→ Exercise aim
Exactly as written, copy the lines that run from the start of the data below to the line containing "display:flex; gap:8px; padding:12px", both ends included.

→ Data supplied
====
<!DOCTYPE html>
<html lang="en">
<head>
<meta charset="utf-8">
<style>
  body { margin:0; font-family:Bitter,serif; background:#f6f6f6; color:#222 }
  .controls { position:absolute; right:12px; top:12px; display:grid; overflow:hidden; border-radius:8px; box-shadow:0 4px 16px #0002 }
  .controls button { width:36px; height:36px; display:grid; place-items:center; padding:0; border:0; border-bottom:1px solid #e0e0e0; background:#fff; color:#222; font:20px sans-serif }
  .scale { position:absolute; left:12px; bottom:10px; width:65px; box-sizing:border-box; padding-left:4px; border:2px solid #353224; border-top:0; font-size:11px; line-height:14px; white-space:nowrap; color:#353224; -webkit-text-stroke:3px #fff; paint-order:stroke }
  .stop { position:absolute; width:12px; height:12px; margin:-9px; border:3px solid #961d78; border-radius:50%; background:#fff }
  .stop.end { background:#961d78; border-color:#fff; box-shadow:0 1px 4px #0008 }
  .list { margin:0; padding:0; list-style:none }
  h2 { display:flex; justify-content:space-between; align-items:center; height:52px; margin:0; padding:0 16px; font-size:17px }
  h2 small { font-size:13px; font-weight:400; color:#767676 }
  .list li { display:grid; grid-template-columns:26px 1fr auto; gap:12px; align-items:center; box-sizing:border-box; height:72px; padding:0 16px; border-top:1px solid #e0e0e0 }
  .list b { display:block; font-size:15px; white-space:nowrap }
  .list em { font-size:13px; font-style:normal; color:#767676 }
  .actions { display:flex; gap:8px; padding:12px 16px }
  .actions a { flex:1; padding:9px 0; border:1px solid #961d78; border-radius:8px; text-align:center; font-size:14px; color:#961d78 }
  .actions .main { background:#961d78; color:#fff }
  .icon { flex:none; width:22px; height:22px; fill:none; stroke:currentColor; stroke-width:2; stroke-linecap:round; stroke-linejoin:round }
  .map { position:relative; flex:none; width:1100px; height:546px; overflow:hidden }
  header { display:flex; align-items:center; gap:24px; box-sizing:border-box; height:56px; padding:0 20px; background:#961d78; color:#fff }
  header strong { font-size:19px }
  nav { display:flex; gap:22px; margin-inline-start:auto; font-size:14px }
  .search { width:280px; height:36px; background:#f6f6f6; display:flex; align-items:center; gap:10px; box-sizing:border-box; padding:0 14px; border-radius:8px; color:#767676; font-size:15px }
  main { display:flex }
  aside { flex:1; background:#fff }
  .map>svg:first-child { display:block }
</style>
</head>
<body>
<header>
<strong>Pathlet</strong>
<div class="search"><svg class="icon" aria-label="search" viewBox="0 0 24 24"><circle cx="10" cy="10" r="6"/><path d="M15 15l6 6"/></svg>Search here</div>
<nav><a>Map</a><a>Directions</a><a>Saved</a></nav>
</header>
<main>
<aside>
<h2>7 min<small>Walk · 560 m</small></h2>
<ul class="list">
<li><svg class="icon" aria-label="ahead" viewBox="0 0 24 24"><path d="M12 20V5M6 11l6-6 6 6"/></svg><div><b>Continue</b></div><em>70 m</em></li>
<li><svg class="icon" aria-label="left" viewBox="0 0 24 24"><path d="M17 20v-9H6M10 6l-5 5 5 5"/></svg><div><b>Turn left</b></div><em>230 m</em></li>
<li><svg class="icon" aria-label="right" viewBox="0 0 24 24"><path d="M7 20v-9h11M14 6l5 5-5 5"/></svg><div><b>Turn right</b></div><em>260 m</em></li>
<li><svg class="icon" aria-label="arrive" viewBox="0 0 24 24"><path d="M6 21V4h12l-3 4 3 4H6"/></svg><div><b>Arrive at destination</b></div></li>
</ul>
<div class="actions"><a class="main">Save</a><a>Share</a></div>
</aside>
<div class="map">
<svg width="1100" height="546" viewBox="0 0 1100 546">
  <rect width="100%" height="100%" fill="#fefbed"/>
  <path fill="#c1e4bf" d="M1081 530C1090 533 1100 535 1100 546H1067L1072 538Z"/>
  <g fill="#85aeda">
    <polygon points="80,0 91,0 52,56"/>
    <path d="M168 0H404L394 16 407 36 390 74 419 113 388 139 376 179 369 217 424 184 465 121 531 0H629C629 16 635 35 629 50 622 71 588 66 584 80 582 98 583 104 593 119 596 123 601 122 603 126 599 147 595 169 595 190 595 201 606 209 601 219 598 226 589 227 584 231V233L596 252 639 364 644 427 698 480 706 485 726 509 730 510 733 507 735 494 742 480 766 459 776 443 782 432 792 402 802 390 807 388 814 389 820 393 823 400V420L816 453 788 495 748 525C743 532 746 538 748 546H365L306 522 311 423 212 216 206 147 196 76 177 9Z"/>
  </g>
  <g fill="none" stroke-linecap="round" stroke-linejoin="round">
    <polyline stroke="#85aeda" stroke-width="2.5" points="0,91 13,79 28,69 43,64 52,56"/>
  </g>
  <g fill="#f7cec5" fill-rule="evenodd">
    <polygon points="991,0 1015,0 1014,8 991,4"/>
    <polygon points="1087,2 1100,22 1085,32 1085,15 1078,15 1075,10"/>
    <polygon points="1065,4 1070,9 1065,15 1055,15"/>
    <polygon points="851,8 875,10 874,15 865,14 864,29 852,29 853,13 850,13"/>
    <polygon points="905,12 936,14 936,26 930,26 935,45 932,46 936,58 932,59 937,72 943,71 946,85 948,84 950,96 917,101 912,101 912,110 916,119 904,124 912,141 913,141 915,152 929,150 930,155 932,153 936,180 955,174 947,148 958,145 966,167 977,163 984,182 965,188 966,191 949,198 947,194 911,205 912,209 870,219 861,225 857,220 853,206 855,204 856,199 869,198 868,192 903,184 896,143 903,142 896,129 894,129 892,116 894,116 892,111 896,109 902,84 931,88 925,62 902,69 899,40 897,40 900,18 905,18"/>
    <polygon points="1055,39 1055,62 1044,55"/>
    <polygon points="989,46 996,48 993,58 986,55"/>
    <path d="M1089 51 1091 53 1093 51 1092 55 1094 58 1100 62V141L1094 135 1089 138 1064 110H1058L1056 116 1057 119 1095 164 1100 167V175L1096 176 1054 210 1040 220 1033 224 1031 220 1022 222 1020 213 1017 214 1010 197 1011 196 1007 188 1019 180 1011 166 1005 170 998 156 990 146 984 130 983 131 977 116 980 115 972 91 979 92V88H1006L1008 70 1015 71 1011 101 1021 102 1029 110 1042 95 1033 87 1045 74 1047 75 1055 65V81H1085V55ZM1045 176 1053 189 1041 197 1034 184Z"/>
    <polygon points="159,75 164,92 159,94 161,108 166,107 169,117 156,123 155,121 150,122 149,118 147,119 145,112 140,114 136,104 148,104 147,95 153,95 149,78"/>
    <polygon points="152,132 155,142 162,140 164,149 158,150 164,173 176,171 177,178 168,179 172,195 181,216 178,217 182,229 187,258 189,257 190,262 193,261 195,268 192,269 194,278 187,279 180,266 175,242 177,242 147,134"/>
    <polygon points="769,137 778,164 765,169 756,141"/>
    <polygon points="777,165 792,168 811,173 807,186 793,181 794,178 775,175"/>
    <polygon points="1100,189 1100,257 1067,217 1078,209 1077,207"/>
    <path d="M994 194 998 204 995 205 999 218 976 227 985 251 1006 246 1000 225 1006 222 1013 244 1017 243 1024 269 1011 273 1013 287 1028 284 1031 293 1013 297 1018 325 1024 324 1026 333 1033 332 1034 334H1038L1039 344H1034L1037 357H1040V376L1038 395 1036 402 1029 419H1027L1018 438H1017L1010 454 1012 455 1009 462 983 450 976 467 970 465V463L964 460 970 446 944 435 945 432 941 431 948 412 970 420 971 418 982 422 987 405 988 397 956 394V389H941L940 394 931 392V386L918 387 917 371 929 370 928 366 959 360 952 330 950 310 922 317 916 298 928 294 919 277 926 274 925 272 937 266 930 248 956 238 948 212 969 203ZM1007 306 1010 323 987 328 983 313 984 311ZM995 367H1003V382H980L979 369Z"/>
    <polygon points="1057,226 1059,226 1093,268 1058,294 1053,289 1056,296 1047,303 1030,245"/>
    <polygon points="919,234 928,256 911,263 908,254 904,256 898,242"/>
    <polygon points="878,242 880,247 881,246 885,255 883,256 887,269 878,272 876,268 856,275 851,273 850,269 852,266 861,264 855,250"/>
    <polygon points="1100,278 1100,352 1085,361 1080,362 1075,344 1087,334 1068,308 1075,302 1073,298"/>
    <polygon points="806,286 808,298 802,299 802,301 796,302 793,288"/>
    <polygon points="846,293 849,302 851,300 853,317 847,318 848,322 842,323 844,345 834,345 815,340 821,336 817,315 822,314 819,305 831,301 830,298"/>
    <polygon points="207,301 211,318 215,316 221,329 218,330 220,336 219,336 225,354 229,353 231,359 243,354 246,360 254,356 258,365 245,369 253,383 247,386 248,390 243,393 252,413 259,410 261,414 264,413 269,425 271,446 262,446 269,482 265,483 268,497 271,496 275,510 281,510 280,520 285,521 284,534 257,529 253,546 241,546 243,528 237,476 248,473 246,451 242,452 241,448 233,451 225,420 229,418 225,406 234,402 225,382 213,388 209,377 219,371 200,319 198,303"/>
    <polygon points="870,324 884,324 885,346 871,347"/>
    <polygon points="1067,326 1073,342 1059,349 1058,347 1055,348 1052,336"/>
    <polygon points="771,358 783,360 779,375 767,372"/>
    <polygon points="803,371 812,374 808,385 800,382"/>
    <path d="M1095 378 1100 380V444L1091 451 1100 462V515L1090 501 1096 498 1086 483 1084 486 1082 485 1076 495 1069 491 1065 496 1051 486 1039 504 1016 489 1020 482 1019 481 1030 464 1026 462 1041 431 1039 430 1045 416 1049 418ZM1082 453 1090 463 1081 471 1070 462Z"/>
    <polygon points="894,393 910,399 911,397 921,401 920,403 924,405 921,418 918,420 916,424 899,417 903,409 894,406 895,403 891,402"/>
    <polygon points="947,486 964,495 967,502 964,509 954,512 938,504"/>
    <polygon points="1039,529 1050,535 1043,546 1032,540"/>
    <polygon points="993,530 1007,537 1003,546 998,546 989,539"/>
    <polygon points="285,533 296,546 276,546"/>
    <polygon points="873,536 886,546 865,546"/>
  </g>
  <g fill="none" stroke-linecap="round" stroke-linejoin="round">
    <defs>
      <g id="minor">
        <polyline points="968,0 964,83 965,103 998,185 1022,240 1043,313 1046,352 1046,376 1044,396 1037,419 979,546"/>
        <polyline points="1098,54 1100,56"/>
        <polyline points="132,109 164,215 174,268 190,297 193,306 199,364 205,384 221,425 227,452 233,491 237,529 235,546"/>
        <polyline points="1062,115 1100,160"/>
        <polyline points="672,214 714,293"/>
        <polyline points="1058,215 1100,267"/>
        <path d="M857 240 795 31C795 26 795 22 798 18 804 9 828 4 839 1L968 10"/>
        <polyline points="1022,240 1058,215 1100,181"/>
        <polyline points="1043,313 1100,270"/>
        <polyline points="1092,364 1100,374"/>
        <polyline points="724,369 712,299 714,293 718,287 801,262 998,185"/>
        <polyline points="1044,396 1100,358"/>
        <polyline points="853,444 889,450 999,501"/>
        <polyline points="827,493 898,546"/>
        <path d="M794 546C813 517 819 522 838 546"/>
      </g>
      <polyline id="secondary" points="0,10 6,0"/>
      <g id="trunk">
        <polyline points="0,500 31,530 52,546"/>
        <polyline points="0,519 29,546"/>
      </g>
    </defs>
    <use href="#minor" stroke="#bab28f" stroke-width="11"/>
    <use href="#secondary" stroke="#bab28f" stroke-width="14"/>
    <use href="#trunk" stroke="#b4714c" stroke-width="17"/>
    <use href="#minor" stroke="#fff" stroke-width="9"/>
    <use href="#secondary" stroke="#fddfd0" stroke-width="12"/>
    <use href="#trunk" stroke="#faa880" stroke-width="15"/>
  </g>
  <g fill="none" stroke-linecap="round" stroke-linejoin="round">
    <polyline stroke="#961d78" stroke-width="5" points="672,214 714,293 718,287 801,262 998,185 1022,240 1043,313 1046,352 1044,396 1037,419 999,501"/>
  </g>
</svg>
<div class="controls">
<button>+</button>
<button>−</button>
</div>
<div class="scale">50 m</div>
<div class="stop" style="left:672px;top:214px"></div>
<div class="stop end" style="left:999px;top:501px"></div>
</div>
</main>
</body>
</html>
====
→ Solution
<!DOCTYPE html>
<html lang="en">
<head>
<meta charset="utf-8">
<style>
  body { margin:0; font-family:Bitter,serif; background:#f6f6f6; color:#222 }
  .controls { position:absolute; right:12px; top:12px; display:grid; overflow:hidden; border-radius:8px; box-shadow:0 4px 16px #0002 }
  .controls button { width:36px; height:36px; display:grid; place-items:center; padding:0; border:0; border-bottom:1px solid #e0e0e0; background:#fff; color:#222; font:20px sans-serif }
  .scale { position:absolute; left:12px; bottom:10px; width:65px; box-sizing:border-box; padding-left:4px; border:2px solid #353224; border-top:0; font-size:11px; line-height:14px; white-space:nowrap; color:#353224; -webkit-text-stroke:3px #fff; paint-order:stroke }
  .stop { position:absolute; width:12px; height:12px; margin:-9px; border:3px solid #961d78; border-radius:50%; background:#fff }
  .stop.end { background:#961d78; border-color:#fff; box-shadow:0 1px 4px #0008 }
  .list { margin:0; padding:0; list-style:none }
  h2 { display:flex; justify-content:space-between; align-items:center; height:52px; margin:0; padding:0 16px; font-size:17px }
  h2 small { font-size:13px; font-weight:400; color:#767676 }
  .list li { display:grid; grid-template-columns:26px 1fr auto; gap:12px; align-items:center; box-sizing:border-box; height:72px; padding:0 16px; border-top:1px solid #e0e0e0 }
  .list b { display:block; font-size:15px; white-space:nowrap }
  .list em { font-size:13px; font-style:normal; color:#767676 }
  .actions { display:flex; gap:8px; padding:12px 16px }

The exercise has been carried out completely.